▸ **Work instructions**: Filter the records below down to lines containing "overview".
*** Material to process Section Begins ***
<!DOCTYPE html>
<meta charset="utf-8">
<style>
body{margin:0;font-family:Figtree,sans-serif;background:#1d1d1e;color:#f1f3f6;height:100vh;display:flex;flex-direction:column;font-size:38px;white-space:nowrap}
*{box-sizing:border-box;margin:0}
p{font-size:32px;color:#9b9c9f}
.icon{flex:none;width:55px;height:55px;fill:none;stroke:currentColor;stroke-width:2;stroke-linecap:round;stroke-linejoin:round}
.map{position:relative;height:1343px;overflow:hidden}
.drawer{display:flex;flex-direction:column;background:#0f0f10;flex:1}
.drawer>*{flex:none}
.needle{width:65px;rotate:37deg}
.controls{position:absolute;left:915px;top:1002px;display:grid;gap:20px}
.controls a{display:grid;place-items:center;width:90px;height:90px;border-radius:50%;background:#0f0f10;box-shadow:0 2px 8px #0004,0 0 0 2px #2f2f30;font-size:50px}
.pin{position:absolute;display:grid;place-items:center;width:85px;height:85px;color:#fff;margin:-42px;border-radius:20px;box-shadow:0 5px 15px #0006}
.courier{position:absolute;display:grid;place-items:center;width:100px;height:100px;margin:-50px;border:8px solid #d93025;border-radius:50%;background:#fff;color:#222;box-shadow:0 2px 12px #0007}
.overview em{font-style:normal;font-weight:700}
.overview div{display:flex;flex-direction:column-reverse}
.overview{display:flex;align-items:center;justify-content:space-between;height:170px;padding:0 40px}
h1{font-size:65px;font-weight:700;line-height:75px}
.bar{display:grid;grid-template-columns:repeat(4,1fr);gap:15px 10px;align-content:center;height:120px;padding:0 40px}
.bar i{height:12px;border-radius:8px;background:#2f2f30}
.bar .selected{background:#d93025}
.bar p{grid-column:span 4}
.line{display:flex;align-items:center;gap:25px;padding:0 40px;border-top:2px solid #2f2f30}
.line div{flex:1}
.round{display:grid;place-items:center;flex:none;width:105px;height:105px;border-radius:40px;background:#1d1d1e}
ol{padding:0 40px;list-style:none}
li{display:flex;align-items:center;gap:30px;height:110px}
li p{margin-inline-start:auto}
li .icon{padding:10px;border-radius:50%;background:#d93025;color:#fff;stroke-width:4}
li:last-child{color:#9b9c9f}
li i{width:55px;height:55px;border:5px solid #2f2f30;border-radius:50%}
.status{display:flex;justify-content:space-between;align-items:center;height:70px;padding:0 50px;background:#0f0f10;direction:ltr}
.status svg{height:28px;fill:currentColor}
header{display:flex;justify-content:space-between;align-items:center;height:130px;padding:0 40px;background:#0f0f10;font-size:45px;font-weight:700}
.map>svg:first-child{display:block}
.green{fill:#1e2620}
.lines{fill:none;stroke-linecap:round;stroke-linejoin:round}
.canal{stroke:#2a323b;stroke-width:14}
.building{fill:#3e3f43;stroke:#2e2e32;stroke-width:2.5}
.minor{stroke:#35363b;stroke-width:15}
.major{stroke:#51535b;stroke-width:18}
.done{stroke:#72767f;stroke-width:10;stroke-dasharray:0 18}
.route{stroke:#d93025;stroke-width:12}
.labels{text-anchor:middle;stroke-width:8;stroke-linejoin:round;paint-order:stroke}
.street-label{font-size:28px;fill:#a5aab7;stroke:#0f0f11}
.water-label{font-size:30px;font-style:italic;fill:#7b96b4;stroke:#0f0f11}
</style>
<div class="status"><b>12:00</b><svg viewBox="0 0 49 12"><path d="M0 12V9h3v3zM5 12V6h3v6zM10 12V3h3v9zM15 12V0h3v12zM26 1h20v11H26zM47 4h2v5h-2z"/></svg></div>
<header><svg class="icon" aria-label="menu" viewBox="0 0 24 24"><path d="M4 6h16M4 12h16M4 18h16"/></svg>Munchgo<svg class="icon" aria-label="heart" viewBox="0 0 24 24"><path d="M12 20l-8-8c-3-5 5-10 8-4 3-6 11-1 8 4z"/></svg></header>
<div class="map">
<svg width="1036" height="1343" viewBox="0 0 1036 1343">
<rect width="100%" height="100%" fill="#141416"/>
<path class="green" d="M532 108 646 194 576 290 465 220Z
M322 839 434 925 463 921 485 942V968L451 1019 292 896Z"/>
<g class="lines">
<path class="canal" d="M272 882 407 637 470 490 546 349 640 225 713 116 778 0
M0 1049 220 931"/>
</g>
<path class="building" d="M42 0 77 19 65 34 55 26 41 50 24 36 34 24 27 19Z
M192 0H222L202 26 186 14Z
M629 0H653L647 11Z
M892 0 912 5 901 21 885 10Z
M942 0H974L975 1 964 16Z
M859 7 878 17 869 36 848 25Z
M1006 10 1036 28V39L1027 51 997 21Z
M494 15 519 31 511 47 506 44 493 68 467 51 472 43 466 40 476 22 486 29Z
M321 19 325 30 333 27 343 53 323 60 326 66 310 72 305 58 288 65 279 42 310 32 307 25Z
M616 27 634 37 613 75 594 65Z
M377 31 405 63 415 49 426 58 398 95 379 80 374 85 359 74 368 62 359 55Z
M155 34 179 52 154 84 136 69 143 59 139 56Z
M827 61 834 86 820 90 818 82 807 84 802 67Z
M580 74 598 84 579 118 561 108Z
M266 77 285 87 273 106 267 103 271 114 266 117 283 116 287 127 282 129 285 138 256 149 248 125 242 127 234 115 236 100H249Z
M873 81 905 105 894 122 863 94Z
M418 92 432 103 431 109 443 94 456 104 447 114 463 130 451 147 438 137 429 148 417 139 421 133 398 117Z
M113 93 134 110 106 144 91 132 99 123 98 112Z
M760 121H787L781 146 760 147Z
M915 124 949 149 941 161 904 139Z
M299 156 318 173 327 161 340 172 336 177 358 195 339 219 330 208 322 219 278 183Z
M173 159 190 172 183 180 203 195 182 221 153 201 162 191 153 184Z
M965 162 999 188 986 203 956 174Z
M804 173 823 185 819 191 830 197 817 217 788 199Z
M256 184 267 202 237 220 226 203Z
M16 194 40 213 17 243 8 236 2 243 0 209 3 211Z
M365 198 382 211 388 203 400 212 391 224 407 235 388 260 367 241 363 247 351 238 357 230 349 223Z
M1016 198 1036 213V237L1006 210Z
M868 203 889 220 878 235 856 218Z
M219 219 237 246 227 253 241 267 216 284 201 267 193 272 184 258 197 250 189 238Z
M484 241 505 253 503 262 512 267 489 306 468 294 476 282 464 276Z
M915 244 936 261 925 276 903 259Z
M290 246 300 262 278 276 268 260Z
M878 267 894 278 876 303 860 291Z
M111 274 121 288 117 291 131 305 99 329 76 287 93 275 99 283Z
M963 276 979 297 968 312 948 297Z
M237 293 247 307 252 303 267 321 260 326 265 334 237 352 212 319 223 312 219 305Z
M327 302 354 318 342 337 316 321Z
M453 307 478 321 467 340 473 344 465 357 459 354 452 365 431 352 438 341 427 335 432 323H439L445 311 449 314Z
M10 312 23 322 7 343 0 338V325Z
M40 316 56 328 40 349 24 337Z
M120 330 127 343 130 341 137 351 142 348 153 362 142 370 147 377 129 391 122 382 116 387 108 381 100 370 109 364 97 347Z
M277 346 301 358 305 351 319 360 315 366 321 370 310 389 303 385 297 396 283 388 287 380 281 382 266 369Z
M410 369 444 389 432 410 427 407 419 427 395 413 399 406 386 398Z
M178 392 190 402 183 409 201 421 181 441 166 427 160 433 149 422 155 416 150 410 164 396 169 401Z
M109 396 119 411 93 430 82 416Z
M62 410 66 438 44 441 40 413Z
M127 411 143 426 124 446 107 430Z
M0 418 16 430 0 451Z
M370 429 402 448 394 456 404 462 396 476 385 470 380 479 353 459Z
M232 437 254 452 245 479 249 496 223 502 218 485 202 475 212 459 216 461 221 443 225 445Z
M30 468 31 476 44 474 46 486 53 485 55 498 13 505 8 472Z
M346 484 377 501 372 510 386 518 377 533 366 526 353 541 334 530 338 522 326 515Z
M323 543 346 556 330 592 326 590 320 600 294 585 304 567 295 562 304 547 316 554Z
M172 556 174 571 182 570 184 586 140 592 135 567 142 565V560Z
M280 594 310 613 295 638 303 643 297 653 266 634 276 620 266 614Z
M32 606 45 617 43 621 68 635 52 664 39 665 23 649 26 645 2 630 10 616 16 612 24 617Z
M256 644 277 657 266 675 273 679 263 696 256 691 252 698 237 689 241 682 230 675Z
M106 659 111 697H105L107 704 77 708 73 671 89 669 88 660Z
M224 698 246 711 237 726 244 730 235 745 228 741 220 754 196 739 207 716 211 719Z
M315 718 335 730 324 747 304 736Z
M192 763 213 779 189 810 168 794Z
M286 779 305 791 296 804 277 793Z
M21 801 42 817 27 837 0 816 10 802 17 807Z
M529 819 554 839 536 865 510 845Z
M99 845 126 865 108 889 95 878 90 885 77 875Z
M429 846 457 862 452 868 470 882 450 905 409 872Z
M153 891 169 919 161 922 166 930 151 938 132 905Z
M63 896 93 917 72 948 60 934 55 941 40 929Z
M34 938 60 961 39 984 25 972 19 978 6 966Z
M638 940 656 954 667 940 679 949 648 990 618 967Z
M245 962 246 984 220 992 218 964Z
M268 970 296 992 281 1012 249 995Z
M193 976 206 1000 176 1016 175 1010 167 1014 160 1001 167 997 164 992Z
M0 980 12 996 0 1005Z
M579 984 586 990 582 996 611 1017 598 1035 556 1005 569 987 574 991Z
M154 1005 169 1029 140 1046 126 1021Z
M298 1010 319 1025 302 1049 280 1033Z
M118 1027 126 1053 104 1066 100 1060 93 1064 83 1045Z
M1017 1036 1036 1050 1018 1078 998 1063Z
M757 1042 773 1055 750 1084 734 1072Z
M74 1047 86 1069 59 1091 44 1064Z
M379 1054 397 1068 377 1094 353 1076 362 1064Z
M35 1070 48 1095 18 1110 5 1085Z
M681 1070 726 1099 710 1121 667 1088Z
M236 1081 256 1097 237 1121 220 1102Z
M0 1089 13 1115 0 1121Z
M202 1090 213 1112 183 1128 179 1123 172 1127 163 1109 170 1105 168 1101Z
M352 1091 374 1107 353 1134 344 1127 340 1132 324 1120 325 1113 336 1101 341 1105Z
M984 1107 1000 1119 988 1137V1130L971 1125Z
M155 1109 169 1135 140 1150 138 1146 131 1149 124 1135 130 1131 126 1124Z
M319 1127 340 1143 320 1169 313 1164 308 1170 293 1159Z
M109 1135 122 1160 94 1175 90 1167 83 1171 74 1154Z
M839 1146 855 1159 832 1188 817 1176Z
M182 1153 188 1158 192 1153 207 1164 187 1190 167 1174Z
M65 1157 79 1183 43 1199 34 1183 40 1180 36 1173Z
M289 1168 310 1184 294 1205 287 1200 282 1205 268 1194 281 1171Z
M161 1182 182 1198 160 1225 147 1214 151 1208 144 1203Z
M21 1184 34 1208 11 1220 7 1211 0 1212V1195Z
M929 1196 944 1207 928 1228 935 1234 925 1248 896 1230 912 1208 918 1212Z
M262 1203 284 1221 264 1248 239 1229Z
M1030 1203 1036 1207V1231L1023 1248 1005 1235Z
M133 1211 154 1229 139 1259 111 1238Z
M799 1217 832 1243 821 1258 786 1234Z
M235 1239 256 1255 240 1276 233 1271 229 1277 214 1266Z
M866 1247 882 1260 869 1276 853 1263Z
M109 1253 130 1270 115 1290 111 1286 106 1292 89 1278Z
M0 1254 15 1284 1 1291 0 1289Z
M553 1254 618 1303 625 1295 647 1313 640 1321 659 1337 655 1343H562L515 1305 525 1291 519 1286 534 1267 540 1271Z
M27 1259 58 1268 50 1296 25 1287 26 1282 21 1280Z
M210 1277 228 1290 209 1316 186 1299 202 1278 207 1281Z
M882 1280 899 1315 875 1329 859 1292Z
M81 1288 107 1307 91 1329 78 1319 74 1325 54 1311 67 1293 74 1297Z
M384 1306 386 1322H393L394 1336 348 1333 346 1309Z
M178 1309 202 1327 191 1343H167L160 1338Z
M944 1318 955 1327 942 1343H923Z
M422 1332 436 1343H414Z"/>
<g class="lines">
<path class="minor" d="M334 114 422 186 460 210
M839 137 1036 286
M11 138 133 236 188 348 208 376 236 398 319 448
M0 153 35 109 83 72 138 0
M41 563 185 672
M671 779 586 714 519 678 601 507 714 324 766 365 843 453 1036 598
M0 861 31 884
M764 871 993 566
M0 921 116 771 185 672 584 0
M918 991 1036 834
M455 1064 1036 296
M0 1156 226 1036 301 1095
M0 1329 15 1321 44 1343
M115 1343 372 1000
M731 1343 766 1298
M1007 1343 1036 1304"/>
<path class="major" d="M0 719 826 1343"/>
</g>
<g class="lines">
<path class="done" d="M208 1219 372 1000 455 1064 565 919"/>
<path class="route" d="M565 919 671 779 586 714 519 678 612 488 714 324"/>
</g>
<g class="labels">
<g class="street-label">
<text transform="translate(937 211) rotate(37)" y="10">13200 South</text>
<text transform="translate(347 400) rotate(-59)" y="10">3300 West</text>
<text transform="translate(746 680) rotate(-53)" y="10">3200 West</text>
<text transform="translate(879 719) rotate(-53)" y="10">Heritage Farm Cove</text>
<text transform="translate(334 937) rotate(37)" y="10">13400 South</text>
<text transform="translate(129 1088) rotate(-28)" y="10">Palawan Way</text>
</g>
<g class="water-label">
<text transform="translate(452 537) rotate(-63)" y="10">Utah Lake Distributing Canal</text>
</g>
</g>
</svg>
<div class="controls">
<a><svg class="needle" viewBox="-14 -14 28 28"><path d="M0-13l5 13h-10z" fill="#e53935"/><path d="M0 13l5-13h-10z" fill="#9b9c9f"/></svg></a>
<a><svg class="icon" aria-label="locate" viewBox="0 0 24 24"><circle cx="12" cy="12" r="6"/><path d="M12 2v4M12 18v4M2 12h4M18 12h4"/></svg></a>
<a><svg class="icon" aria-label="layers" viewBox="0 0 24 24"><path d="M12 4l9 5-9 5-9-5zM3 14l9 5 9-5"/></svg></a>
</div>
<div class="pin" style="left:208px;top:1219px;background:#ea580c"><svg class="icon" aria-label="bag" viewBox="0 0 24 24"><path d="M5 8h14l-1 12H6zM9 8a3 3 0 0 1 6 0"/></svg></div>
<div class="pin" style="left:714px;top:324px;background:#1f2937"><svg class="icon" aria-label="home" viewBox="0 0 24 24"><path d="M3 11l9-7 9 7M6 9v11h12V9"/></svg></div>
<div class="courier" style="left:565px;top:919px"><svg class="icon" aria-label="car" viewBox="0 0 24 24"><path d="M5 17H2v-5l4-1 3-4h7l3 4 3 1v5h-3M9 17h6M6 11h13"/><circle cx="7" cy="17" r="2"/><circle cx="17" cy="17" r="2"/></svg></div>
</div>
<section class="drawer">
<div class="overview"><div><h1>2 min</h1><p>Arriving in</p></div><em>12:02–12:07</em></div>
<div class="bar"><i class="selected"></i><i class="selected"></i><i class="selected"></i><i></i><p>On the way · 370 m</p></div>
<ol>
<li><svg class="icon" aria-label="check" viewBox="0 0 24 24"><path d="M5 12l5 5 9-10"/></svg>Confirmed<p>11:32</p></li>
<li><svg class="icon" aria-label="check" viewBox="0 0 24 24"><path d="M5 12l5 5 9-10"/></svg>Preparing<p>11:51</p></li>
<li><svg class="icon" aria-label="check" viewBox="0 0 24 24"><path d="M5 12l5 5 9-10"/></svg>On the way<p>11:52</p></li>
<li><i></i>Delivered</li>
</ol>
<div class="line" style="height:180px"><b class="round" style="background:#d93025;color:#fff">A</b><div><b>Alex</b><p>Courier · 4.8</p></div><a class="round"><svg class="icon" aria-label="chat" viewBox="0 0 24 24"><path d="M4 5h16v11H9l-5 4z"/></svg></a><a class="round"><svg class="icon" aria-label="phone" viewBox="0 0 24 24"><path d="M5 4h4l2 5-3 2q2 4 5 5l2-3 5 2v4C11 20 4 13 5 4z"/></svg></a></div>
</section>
*** Material to process Section Ends ***
▸ **Answer to this task**:
.overview em{font-style:normal;font-weight:700}
.overview div{display:flex;flex-direction:column-reverse}
.overview{display:flex;align-items:center;justify-content:space-between;height:170px;padding:0 40px}
<div class="overview"><div><h1>2 min</h1><p>Arriving in</p></div><em>12:02–12:07</em></div>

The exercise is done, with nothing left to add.